In the entries below, count every line with the string "minor". State the count and nothing else.

• **RECORD EXCERPTS**:

************

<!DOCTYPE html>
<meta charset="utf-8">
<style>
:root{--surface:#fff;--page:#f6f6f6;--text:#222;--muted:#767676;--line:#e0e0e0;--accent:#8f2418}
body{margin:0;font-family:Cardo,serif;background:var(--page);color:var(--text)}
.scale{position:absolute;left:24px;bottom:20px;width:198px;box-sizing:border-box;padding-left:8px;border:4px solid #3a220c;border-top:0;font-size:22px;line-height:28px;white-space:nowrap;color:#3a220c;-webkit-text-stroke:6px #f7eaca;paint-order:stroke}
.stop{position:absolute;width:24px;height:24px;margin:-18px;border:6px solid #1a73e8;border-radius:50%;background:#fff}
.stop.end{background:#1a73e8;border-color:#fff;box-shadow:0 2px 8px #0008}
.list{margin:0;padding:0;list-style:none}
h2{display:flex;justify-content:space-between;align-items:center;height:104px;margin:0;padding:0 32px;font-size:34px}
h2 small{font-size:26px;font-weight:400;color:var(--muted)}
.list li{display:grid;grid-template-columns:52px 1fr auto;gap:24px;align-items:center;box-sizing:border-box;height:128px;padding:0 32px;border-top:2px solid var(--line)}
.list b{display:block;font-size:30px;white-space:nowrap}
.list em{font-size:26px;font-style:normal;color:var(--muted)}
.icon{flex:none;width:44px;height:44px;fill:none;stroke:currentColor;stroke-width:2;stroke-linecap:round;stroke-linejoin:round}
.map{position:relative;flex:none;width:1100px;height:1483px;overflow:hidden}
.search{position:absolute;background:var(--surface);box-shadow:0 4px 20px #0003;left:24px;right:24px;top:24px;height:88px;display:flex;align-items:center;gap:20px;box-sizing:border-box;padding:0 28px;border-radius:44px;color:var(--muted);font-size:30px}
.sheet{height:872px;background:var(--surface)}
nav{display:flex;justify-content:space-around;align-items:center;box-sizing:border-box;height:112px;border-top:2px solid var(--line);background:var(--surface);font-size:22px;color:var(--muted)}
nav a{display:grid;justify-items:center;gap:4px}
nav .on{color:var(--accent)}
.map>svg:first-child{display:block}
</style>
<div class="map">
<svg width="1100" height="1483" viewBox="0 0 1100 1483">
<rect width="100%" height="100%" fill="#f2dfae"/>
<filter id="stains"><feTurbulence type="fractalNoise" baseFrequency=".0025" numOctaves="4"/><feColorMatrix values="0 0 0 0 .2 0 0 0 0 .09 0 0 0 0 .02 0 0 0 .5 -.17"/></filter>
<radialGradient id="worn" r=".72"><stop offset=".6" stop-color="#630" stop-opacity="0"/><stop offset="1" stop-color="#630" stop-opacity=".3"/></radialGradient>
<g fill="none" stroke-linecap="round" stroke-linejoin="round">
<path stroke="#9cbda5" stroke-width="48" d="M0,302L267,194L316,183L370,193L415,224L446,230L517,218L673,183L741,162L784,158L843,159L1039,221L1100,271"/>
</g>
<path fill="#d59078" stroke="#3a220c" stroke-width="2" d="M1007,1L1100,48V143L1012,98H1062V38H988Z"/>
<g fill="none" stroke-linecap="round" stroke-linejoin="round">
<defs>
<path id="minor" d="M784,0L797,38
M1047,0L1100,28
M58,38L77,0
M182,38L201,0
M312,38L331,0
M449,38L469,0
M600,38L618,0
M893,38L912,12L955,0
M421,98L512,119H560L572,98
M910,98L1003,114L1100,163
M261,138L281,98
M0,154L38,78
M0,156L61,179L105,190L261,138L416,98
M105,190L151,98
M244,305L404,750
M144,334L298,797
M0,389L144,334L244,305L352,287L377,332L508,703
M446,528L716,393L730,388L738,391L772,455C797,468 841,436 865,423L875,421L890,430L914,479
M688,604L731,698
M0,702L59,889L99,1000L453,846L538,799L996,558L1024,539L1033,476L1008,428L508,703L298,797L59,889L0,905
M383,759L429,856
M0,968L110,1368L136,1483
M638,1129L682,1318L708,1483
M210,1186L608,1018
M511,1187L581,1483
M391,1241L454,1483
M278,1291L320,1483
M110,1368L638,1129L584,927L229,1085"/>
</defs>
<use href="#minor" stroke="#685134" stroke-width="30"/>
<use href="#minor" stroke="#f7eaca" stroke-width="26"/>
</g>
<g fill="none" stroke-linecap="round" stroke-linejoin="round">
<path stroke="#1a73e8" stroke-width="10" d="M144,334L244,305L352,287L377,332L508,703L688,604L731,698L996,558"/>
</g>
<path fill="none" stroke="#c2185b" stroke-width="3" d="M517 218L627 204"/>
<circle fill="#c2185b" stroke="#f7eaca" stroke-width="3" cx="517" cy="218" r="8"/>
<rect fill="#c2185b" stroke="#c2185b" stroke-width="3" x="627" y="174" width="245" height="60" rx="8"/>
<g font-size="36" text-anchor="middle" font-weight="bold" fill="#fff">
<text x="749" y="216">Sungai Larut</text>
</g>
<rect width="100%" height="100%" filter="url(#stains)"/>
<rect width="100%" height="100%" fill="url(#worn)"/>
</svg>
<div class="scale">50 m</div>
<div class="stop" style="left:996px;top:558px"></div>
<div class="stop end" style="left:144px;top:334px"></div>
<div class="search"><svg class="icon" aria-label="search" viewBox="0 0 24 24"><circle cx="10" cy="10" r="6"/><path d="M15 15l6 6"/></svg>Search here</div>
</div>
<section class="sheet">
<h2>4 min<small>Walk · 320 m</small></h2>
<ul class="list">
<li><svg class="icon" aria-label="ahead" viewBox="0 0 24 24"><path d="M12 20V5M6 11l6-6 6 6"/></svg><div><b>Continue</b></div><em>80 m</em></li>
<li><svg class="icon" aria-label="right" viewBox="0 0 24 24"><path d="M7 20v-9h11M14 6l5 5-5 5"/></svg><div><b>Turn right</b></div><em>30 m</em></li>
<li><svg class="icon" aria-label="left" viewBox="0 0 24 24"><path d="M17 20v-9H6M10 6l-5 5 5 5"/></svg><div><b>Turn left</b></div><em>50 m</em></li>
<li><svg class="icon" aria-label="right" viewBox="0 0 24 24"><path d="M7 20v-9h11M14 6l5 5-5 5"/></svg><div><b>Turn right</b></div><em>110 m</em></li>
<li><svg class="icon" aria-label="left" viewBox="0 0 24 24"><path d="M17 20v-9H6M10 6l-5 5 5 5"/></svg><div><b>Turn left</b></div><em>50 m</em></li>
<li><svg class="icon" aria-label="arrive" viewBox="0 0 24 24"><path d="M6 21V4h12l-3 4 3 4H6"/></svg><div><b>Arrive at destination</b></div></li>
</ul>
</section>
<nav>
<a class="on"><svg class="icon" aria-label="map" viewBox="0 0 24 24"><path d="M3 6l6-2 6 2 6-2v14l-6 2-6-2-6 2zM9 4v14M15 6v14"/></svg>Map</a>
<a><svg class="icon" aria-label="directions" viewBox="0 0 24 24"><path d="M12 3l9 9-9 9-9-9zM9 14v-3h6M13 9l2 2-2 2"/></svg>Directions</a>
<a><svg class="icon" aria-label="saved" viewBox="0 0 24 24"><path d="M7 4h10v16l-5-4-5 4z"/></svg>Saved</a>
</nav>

************

• **TASK OUTPUT**:
3